Computer Vision Is the Andon Cord Construction Has Always Needed
LCI Conference 2025 · Reid Senescu, Doxel & Mike Miller, DPR Construction
The Problem With Construction Schedule Data
Every superintendent knows the feeling: a trade partner reports they're on track, the schedule says green, and then, one week before a milestone, the reality hits. The work isn't there. The cascade starts. The conversations get harder.
The problem isn't that anyone is lying. The problem is that construction progress has always been measured the same way: someone walks around, someone asks, someone estimates. By the time a deviation surfaces through normal reporting channels, weeks have passed, and the cost of recovering has multiplied.
Data-driven construction executives are disciplined in leveraging technology and processes to capture crucial information about their projects. At LCI Conference 2025, DPR Project Executive Mike Miller described how automated progress tracking changed that dynamic on his hyperscale data center project, starting with a piping trade partner whose slip he could see forming in real time.
The Piping Story: When the Data Sees What Manual Processes Miss
Starting in December, Doxel's computer vision system began showing a divergence between the piping trade's actual installed quantities and their planned schedule. Not a dramatic gap at first. Just a signal.
Under traditional reporting, that gap might not have surfaced until a formal schedule update meeting or until it cascaded into delayed downstream trades. With automated tracking, Mike could see it forming week by week, grounded in automated progress tracking rather than self-reporting.
"As a leader, you only have so much time to focus on certain things. I can't focus on everything all the time. I can see who's on plan and I can focus where we have the risk."— Mike Miller, Project Executive, DPR Construction
What followed was a textbook plan-do-check-act (PDCA) loop. The trade was brought to the table. The data was shared. Initially, there was resistance — new tools, new data, trust takes time. But by year-end, the team accepted the picture and decided to add resources. Check the result. Adjust again if needed.
Mike called it "bread and butter." The system is working exactly as it should.

Why Early Detection Only Works if You Act on the Signal
KEY INSIGHT Early detection gives leadership the visibility to have the right conversation at the right time.
The lean parallel is direct. In manufacturing, the Andon cord's value isn't the cord itself; it's the organizational culture that responds to it. Doxel's computer vision functions as a continuous Andon cord across the entire job site, flagging deviations the moment they're detectable, not weeks later when they've compounded.
Reid Senescu, Head of Product at Doxel, described the underlying principle: construction sites have historically lacked the sensor layer that lean manufacturing has always relied on.

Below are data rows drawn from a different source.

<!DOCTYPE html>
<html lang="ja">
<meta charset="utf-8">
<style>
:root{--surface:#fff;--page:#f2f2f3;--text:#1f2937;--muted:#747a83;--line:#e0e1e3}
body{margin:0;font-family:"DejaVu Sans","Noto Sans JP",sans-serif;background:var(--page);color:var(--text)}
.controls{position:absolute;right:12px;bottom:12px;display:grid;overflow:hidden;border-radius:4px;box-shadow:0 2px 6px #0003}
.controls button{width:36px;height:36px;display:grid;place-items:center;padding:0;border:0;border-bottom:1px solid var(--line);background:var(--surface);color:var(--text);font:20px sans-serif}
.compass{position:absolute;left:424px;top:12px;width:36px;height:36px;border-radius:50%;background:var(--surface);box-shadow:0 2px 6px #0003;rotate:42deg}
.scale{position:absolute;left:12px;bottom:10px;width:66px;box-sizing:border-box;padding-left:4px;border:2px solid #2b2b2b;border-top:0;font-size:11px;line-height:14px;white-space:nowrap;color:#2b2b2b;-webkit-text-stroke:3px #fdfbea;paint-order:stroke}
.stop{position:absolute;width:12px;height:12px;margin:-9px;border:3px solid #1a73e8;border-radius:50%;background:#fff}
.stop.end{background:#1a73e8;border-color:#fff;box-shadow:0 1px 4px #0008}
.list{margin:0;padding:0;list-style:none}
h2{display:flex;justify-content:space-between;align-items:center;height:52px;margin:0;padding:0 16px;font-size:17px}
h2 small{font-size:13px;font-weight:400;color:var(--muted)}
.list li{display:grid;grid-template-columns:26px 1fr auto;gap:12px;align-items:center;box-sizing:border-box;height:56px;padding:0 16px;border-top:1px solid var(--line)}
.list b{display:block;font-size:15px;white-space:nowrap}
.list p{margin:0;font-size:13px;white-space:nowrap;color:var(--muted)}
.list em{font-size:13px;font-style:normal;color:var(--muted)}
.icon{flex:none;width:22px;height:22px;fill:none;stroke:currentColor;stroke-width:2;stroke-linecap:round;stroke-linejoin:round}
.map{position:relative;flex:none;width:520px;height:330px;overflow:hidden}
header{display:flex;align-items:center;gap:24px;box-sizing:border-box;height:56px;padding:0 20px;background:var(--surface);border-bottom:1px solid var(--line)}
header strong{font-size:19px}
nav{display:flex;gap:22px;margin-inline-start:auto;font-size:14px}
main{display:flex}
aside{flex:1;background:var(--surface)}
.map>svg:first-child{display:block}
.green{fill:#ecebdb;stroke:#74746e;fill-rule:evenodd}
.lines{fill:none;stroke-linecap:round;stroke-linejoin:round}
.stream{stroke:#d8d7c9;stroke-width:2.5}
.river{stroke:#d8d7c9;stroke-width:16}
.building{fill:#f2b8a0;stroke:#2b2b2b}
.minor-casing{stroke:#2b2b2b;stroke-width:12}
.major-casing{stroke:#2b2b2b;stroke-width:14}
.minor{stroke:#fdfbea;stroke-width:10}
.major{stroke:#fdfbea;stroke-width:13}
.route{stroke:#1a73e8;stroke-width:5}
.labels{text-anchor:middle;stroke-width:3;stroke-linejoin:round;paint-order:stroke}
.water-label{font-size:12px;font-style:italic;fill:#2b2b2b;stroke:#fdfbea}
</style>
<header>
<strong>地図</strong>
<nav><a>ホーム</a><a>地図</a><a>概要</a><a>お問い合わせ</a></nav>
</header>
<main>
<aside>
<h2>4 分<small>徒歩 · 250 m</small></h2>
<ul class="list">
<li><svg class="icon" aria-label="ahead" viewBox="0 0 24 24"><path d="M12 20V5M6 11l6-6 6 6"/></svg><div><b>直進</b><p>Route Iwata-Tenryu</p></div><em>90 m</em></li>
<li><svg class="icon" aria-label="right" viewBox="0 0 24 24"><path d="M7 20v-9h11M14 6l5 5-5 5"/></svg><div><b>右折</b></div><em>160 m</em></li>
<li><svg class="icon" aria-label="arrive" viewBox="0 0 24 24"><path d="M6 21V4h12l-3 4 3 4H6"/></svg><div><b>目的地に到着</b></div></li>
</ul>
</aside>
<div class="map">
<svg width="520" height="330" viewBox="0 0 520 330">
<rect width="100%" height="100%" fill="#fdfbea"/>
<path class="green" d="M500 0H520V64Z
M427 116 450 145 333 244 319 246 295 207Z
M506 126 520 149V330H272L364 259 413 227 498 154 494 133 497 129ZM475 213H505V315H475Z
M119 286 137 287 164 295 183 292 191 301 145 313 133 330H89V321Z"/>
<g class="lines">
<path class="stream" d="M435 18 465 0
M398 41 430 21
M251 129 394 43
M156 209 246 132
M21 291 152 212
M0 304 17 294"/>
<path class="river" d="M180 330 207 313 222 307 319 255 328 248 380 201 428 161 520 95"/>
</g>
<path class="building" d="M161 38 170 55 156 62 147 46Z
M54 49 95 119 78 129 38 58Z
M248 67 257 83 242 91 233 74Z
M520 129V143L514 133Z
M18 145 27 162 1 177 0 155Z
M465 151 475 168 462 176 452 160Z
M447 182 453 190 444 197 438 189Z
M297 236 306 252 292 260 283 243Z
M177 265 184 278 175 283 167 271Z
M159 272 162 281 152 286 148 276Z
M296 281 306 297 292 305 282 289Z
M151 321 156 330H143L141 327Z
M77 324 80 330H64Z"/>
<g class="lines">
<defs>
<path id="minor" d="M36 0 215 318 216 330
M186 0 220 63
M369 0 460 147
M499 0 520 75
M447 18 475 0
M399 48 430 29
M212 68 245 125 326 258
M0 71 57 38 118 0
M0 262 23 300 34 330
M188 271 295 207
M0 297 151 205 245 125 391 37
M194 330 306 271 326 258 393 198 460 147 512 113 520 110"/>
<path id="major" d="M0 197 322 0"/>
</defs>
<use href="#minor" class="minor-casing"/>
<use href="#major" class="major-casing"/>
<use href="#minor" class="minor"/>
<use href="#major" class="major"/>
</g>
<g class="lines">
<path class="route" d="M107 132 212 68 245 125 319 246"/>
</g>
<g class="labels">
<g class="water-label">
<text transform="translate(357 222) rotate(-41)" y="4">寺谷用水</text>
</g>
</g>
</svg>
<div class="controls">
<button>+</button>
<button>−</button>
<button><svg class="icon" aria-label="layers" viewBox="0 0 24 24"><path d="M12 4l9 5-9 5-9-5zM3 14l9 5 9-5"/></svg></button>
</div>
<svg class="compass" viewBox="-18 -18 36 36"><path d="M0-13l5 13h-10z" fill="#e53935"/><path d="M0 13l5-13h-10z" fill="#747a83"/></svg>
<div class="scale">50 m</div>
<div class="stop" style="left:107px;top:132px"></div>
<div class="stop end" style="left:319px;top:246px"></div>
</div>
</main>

No factory would operate without real-time feedback on production output. Yet construction, which is far more complex and expensive, has run primarily on estimates and walking the site.

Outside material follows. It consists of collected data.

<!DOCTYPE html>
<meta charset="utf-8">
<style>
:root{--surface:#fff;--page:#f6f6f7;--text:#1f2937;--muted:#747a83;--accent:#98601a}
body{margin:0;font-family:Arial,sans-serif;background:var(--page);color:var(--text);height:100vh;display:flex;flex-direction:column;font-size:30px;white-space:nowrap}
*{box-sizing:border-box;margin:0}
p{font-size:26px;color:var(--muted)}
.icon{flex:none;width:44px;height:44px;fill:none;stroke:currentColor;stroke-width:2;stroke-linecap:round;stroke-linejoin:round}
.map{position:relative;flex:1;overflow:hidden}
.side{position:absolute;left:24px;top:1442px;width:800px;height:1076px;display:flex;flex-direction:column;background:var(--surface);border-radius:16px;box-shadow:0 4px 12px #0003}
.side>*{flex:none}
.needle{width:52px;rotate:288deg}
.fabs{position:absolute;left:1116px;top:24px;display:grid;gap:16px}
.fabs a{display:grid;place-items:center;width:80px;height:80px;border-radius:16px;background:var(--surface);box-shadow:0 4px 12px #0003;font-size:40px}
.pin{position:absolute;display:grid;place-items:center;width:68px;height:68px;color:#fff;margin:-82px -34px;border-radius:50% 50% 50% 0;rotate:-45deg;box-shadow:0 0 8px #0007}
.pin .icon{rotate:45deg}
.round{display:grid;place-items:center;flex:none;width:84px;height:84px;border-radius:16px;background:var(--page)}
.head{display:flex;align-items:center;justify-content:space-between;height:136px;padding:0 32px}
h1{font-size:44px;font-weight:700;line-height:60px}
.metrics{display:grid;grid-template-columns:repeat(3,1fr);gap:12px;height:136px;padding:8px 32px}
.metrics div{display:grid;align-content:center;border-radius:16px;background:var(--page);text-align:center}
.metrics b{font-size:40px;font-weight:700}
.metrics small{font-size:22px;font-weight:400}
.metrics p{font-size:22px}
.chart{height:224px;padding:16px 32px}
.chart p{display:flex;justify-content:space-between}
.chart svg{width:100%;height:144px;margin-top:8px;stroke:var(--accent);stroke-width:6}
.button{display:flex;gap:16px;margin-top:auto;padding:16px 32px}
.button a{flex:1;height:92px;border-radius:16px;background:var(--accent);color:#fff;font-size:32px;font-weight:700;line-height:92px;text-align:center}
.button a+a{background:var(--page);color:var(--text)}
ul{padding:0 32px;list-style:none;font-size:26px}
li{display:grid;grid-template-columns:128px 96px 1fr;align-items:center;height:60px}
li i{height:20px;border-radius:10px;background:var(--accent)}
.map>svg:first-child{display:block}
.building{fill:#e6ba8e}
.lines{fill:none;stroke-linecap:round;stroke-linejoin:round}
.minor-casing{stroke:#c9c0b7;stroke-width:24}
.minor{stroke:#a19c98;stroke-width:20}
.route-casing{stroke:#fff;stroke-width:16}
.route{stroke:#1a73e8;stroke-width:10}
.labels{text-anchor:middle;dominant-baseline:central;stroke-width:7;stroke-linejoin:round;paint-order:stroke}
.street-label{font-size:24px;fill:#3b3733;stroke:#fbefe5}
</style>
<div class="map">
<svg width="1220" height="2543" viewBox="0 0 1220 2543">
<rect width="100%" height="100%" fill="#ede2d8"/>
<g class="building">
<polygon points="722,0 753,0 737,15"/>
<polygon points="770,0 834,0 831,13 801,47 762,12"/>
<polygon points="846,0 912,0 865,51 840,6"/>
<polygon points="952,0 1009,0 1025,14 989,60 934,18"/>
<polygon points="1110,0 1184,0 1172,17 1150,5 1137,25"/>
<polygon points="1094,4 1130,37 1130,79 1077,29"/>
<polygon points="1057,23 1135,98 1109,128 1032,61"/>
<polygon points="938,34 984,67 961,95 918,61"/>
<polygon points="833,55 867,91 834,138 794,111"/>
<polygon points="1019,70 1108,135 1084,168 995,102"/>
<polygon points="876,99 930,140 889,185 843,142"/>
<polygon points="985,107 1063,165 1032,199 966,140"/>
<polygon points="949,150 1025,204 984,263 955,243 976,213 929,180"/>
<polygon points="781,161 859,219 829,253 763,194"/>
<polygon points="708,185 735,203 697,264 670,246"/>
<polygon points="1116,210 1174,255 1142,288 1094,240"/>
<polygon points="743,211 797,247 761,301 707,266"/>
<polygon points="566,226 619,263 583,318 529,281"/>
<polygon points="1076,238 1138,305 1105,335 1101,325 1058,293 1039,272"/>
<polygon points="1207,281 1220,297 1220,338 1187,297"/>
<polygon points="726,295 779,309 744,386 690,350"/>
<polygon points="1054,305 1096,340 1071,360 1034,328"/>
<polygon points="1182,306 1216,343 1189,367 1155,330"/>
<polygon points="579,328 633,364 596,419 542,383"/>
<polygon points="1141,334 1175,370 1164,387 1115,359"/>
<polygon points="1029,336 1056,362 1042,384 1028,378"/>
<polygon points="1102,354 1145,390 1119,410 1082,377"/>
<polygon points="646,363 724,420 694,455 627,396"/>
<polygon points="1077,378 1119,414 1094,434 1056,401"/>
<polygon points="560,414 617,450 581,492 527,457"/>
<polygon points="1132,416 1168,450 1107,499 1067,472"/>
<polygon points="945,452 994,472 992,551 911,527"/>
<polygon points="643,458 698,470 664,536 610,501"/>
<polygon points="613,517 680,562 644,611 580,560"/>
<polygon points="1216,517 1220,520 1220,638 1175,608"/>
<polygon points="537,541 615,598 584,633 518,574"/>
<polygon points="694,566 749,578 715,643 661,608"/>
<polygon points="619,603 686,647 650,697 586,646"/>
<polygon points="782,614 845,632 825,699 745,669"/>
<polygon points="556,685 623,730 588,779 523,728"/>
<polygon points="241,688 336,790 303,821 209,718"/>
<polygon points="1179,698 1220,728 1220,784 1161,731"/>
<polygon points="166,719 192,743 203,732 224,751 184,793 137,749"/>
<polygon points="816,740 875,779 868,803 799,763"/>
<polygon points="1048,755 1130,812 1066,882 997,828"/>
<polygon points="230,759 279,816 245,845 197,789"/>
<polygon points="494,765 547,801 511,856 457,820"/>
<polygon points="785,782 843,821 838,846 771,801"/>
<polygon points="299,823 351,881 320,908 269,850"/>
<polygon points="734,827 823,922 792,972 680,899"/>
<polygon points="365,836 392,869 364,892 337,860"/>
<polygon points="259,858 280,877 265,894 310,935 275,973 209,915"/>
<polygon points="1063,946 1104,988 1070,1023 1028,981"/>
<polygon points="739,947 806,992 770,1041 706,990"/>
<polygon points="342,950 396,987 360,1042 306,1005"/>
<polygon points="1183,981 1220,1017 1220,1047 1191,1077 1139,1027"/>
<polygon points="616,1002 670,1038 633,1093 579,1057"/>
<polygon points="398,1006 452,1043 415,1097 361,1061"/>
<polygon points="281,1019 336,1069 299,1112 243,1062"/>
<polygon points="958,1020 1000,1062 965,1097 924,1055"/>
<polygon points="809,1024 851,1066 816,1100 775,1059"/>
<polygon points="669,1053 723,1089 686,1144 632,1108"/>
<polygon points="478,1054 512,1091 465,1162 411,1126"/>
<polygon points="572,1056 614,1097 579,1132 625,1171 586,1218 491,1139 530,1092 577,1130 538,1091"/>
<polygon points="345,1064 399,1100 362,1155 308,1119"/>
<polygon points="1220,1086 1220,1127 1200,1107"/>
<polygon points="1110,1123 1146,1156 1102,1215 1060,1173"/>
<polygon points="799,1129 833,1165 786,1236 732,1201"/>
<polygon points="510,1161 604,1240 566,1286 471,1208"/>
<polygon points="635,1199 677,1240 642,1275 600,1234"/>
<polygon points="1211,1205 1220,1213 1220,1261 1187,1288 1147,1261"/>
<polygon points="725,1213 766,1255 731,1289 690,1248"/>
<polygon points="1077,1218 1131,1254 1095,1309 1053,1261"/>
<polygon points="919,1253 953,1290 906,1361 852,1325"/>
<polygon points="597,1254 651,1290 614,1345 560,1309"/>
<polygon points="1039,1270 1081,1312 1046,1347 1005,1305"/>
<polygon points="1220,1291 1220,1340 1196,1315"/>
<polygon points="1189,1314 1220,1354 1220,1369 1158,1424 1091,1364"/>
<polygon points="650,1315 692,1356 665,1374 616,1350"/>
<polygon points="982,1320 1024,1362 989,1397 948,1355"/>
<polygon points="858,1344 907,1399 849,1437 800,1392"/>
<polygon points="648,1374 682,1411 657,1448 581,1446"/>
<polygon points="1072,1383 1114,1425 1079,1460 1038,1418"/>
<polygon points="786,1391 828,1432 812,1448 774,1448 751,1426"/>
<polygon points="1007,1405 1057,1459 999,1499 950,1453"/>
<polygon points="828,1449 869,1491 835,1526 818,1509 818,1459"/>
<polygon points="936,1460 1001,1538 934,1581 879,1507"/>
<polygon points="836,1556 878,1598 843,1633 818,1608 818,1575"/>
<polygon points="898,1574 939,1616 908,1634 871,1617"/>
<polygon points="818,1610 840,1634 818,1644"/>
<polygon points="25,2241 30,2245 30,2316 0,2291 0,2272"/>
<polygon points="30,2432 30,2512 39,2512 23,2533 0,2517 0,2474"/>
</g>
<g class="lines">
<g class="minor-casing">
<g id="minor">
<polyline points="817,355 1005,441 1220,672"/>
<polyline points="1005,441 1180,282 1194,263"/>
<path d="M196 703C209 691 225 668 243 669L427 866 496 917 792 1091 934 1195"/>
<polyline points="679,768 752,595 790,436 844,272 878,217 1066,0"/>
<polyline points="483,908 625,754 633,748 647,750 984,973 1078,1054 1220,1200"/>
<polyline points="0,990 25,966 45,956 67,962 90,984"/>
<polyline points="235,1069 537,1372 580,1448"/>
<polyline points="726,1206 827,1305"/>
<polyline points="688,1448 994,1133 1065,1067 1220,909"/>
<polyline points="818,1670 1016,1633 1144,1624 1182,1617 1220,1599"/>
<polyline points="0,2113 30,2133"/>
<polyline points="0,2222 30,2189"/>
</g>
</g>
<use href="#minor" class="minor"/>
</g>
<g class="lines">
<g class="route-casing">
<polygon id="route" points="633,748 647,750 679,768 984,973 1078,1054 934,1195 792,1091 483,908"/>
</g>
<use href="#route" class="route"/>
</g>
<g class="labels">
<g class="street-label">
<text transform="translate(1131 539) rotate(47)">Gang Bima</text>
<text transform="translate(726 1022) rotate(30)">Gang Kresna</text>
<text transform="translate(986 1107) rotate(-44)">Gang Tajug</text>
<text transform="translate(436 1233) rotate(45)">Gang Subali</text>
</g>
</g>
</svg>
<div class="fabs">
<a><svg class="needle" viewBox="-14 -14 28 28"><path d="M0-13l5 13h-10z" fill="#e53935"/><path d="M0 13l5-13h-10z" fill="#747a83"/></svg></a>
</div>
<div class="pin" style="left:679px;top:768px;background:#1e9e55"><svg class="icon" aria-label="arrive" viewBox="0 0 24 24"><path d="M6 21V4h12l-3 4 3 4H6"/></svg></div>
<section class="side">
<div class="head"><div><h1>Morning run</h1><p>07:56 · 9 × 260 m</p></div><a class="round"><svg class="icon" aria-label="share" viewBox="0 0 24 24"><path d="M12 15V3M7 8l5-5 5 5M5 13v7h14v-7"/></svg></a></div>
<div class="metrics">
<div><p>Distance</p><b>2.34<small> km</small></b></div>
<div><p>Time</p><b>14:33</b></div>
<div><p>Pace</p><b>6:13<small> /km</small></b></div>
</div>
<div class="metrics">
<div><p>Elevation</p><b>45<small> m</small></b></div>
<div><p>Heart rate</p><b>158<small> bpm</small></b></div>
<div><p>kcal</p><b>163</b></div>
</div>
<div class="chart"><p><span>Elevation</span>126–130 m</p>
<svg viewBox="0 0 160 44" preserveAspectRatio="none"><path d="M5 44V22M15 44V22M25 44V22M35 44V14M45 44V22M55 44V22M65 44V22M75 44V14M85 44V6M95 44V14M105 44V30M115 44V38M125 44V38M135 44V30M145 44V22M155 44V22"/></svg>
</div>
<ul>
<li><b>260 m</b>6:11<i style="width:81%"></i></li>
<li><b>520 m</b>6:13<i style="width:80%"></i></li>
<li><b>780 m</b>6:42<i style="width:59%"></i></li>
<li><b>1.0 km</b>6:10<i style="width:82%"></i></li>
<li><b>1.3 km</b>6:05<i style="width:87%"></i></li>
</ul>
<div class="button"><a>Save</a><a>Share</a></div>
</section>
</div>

How Doxel's Tracking Actually Works
The system takes three inputs:
- 360° video captured weekly using an off-the-shelf camera
- the project's BIM model
- and the P6 CPM schedule
Computer vision compares the scan against the BIM to determine what has been physically installed at the component level across all trades and at every stage of construction. A large language model ties the schedule to the BIM, producing a real-time 4D view of the actual project state versus the planned state.
The result: trade and project-level progress data grounded in physical observation rather than self-reporting, updated at least weekly, with no additional engineering work required for onboarding.
Doxel has captured over 3 billion square feet of construction. That dataset powers the "rules of credit" — weighted effort models that let the system aggregate component-level data up to an accurate project percent complete.
What This Means for Owners and GCs
For owners, the implication of this story is straightforward: the capability exists to monitor capital investments in construction with the same rigor applied to financial data, inventory, or operational metrics. Requiring automated progress tracking in the RFP: specifying that it must cover all visible trades and at least 80 stages of construction is the most direct way to ensure this capability is on every project.
For GCs like DPR, the story is about competitive differentiation. The teams that build trust in objective data and act on it early catch problems before they cascade. They spend less on rework and recover faster.
The Andon cord is finally available for job sites. The question is how quickly the team can respond when it sounds.